Researchers at globalissues.org estimated that 30 percent of schoolchildren in the northeastern region of the DR Congo have abandoned school to search for coltan, which is especially troublesome when the Congo’s government only provides schooling for half its children in the first place. A UN report revealed that although some are lured in by the high profit business, many are recruited and forced into the practice by rebel soldiers. To make the children overcome their fear and repulsion of dead and maimed bodies, it is not uncommon for commanders to send the children in a training camp and force them to kill. Girls are repeatedly raped and sexually abused. Women sell themselves into prostitution, for miners are quick to buy a “rainforest wife” to keep them company while they are away from their real wives.

“Kids and women have been pushed into service, sometimes as porters and sometimes as protectors of troops by marching in front of them,” Professor Welch said.

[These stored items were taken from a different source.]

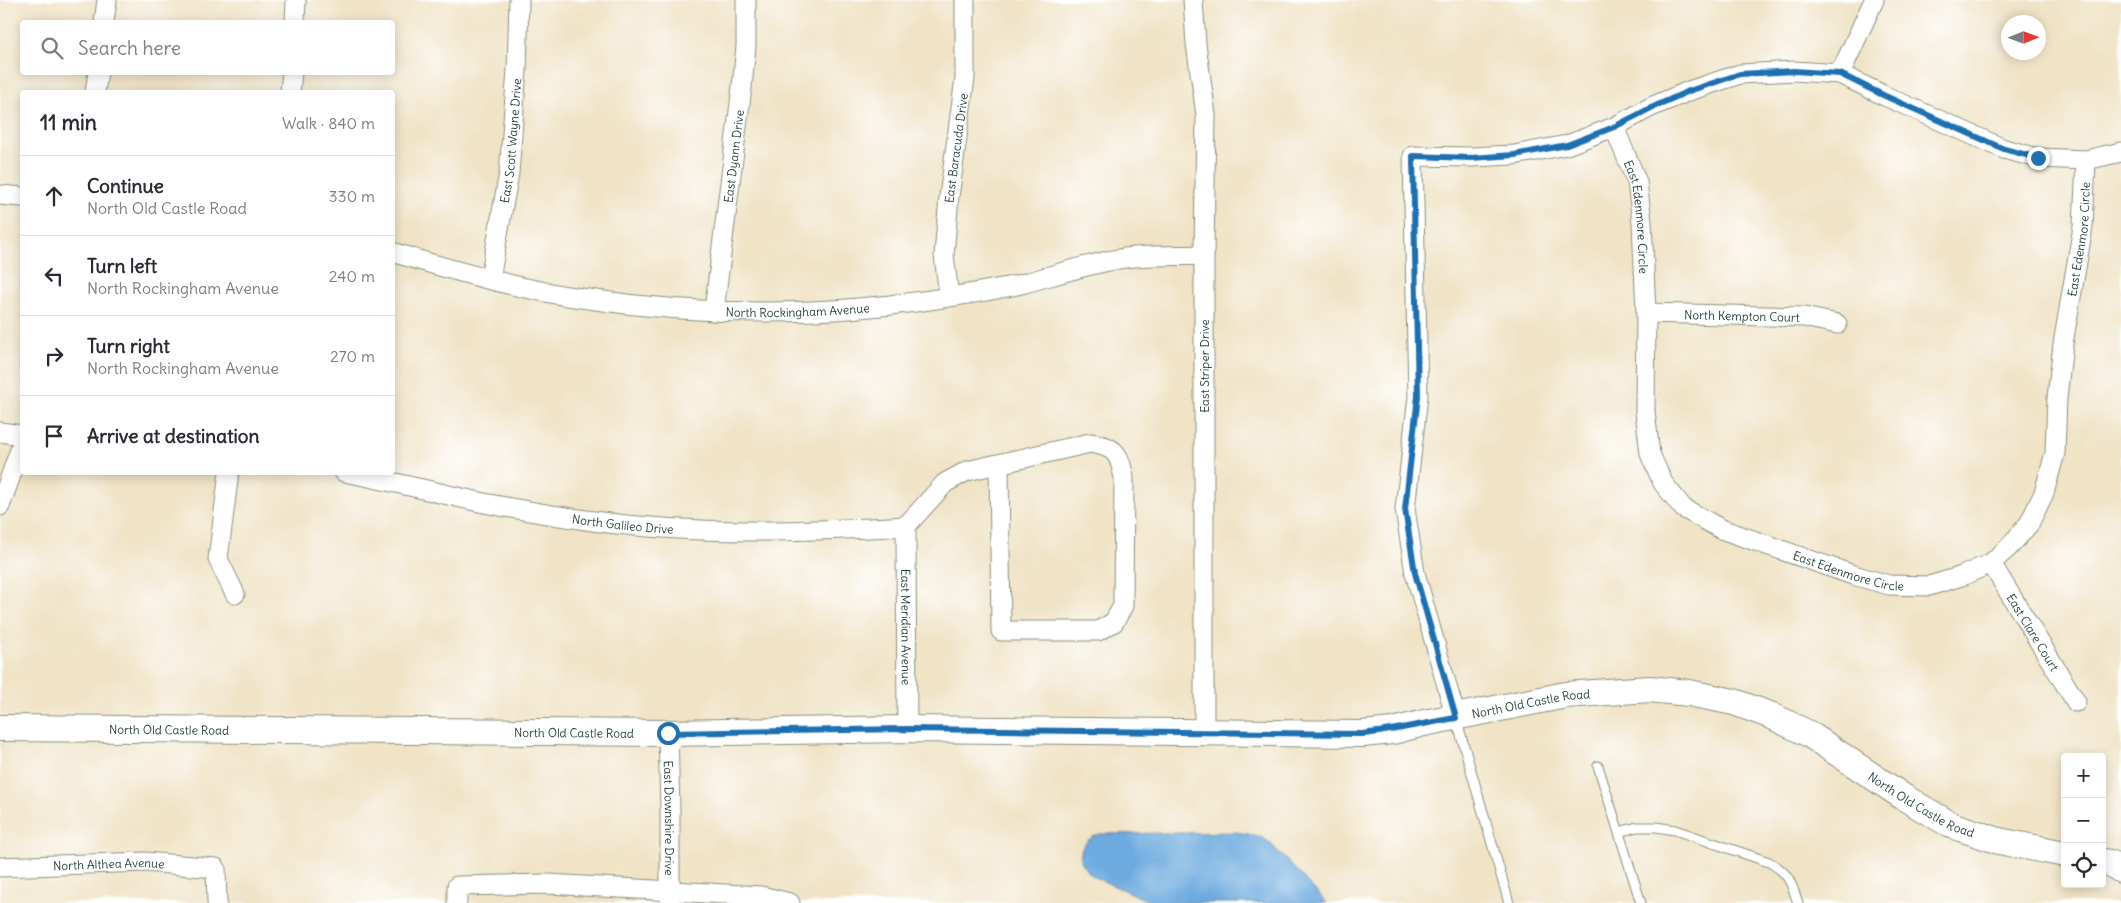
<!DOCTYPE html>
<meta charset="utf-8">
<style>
body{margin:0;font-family:Delius,sans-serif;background:#f7f7f7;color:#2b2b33}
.controls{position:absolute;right:15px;bottom:15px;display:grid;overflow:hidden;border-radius:5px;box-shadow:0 2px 12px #0003}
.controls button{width:45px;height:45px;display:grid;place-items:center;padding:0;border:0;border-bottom:1px solid #e1e1e2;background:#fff;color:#2b2b33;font:25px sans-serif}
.compass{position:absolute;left:2001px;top:15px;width:45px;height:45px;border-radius:50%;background:#fff;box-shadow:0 2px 12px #0003;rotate:89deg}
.stop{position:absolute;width:15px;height:15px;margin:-11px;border:4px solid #1f6fb2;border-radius:50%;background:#fff}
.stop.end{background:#1f6fb2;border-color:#fff;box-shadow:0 1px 5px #0008}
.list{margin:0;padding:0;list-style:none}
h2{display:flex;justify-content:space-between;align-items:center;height:65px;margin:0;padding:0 20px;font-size:21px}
h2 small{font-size:16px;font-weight:400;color:#7c7c81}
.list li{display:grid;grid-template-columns:32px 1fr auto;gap:15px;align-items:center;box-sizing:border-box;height:80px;padding:0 20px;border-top:1px solid #e1e1e2}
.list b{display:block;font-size:19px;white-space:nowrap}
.list p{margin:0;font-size:16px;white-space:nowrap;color:#7c7c81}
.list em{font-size:16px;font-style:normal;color:#7c7c81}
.icon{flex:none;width:28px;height:28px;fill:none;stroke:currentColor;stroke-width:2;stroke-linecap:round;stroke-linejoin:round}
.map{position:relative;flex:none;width:2121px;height:903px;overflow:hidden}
.search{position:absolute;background:#fff;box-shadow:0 2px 12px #0003;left:20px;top:20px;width:375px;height:55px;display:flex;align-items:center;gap:12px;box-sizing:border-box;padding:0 18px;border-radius:5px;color:#7c7c81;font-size:19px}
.panel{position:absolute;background:#fff;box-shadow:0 2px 12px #0003;left:20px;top:90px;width:375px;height:385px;border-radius:5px}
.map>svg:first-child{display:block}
.water{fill:#6daadf;stroke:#46748a}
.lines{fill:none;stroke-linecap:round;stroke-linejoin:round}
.lane-casing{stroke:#88907d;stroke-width:11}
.street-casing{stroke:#88907d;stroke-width:21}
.secondary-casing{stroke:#88907d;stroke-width:28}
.lane{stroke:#fff;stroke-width:9}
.street{stroke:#fff;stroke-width:19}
.secondary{stroke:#fff;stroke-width:26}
.route{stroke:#1f6fb2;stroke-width:6}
.labels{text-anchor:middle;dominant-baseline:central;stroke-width:4.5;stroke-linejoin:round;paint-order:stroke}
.street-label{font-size:12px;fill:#1f3d34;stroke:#fff}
</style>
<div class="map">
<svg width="2121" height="903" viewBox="0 0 2121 903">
<rect width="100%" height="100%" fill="#fff"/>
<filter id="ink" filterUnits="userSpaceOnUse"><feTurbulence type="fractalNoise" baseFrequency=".02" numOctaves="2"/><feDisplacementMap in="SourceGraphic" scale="10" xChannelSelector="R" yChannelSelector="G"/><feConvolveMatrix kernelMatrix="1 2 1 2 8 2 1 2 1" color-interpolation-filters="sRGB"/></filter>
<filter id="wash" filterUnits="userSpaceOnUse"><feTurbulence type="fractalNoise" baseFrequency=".0096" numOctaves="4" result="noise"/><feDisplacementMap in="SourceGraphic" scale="20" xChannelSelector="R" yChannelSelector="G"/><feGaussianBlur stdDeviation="1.12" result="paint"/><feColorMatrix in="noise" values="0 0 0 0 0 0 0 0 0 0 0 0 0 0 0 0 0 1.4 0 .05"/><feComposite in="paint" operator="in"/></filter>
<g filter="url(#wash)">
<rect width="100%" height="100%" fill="#f0e3c6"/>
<path class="water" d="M1236,832l24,4 10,7 57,60h-174l-57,-25c-21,-13 -21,-36 4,-44z"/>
</g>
<g filter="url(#ink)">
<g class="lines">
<g class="lane-casing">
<g id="lane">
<path d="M1456,718l53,185"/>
<path d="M1598,766l43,137"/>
<path d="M1619,832l18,-5h19l19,3 94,32c20,11 22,20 29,41"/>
</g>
</g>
<g class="street-casing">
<g id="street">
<path d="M1193,0l3,44 10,71 -2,140v477"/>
<path d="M104,22l3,-22"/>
<path d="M295,22l1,-22"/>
<path d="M1840,74l34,-74"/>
<path d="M95,92l3,-20"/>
<path d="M290,92l2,-20"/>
<path id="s1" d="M1614,127l23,55 5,40 4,91 -1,98 5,43 13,29 20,25 38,21 132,46 36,10 40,1 33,-10 29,-13 17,-15 21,-24 15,-31 11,-40 2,-55 6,-54 20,-117 3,-67"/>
<path d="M0,195l22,2"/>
<path id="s2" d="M392,252c62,19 126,37 189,46 113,17 229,19 342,3 34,-5 69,-10 102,-18 33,-9 66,-20 100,-25 26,-3 53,-2 79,-3"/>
<path id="s3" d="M490,279l19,-106 8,-103 2,-70"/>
<path id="s4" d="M949,296l-5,-41 5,-58 16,-119v-78"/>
<path id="s5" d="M714,311l28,-224 4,-41v-46"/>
<path id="s6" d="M1646,313l158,4 33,7"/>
<path d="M0,432l22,3"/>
<path d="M229,472l-11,87 17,35"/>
<path id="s7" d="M344,472c47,9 93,21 140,31 36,7 72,13 109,18 103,14 209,11 313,5"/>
<path d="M0,506l22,-62"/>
<path d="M906,526l39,-43 22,-12 123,-28c26,4 29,10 34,35l-1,128 -9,16 -16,9h-97l-2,-167"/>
<path id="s8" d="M906,526l1,203"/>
<path id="s9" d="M1991,563l85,139"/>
<path d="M1456,718l-41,-145 -10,-64 13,-113 -5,-240 58,1 43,-2 53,-10 47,-18 37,-20 38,-16 51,-17 54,-3 46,3 45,22 119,53 34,9 48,2 35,-8"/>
<path id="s10" d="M668,733l2,78v92"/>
<path id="s11" d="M0,867l145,-5 71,6 1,35"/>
<path d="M457,903v-17l91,-2 213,12 29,7"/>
</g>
</g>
<g class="secondary-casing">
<g id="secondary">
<path id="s12" d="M0,728l668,5 239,-4 455,5 31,-3 31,-8 142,-28 83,-6 40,4 45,9 38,14 37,18 96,64 46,27 48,16 66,13"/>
<path d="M2102,862l8,1 11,7"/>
</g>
</g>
<use href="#lane" class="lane"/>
<use href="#street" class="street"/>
<use href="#secondary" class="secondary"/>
</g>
</g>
<g class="lines" filter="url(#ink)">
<path class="route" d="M668,733l238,-4 456,5c32,-3 63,-11 94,-16l-41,-145 -10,-64 13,-113 -5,-240 58,2 43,-3 53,-10 47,-18 37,-19 38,-17 51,-17 54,-3 46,3 45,22 119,53 34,9"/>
</g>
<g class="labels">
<g class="street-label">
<text stroke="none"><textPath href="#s3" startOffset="140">East Scott Wayne Drive</textPath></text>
<text stroke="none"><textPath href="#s4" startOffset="149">East Baracuda Drive</textPath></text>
<text stroke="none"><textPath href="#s5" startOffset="156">East Dyann Drive</textPath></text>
<text stroke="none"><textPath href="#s1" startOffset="94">East Edenmore Circle</textPath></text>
<text stroke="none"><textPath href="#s1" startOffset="1069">East Edenmore Circle</textPath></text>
<text stroke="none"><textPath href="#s2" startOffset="412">North Rockingham Avenue</textPath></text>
<text stroke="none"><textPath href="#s6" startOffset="96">North Kempton Court</textPath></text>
<text transform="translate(1204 366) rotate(-90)">East Striper Drive</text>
<text stroke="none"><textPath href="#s7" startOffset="284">North Galileo Drive</textPath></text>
<text stroke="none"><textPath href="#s1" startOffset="574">East Edenmore Circle</textPath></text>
<text stroke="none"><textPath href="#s8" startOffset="101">East Meridian Avenue</textPath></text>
<text stroke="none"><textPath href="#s9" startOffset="81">East Clare Court</textPath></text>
<text stroke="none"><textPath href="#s12" startOffset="1534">North Old Castle Road</textPath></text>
<text stroke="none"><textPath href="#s12" startOffset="169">North Old Castle Road</textPath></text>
<text stroke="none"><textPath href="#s12" startOffset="574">North Old Castle Road</textPath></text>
<text stroke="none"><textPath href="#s12" startOffset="1954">North Old Castle Road</textPath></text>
<text stroke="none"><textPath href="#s10" startOffset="85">East Downshire Drive</textPath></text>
<text stroke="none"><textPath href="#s11" startOffset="109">North Althea Avenue</textPath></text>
</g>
</g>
</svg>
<div class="controls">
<button>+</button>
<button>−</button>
<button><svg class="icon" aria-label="locate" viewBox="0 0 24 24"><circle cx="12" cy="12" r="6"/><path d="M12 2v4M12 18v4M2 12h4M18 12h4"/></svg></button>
</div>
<svg class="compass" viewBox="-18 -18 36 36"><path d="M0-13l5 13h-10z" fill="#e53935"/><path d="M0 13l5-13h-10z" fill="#7c7c81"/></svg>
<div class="stop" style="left:668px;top:733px"></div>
<div class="stop end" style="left:2038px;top:158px"></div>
<div class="search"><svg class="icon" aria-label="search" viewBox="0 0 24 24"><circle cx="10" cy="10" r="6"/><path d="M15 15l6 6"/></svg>Search here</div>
<section class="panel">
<h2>11 min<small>Walk · 840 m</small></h2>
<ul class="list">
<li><svg class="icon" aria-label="ahead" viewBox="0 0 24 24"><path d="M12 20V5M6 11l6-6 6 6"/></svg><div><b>Continue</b><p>North Old Castle Road</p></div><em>330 m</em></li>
<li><svg class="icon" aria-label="left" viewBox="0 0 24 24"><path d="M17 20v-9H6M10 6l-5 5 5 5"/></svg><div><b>Turn left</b><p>North Rockingham Avenue</p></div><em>240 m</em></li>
<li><svg class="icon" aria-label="right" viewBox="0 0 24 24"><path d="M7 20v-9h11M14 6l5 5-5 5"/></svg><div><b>Turn right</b><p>North Rockingham Avenue</p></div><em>270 m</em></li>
<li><svg class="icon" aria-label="arrive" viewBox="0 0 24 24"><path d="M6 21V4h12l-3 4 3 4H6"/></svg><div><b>Arrive at destination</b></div></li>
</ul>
</section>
</div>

“Many teenagers abandoned schools to be digging coltan, as they wished to become rich quickly,” said Bikaba. “Young girls were involved in prostitution and many wives abandoned their households to do prostitution and get money.” According to Bikaba, HIV/AIDS and drug use have also become widespread in mining areas.

Not only is coltan mining harmful to human societies, but the routine has a detrimental effect on gorilla populations in the Congo as well. “During the wars, the park rangers lost their weapons and the park was out of control of the Congolese wildlife authority,” said Bikaba. “Many persons around the park gathered guns from failed troops of the late Seko, which were used to hunt animals in the park.”

Even actor Leonardo DiCaprio has become an advocate for gorilla conservation, giving his name to a website attempting to save gorillas. He has appeared on posters and television in Europe asking the world to protest the sale of “blood coltan.”

Consumers can make a difference. Welch advised students to “lobby the companies, get in touch with an organization, and stay very active.” In a market economy, it is possible for a large public outcry to bring about progressive reforms, said Welch.

Since their eye-opening trip to the DR Congo in 2004, Sum 41 has released the song “We’re All To Blame,” influenced not only by the Western reliance on coltan but also the modern world’s tendency to exploit others for power, wealth, and resources.

Sum 41 continues to raise awareness for the ongoing war in Congo and hopes to spread the word about product awareness. They have become an inspiration in the eyes of many for making responsible purchasing decisions.

“The irony of the whole story is that we went to the Congo to shoot a documentary on the subject of war,” said lead singer Whibley, “and in the end we became the subject of war.”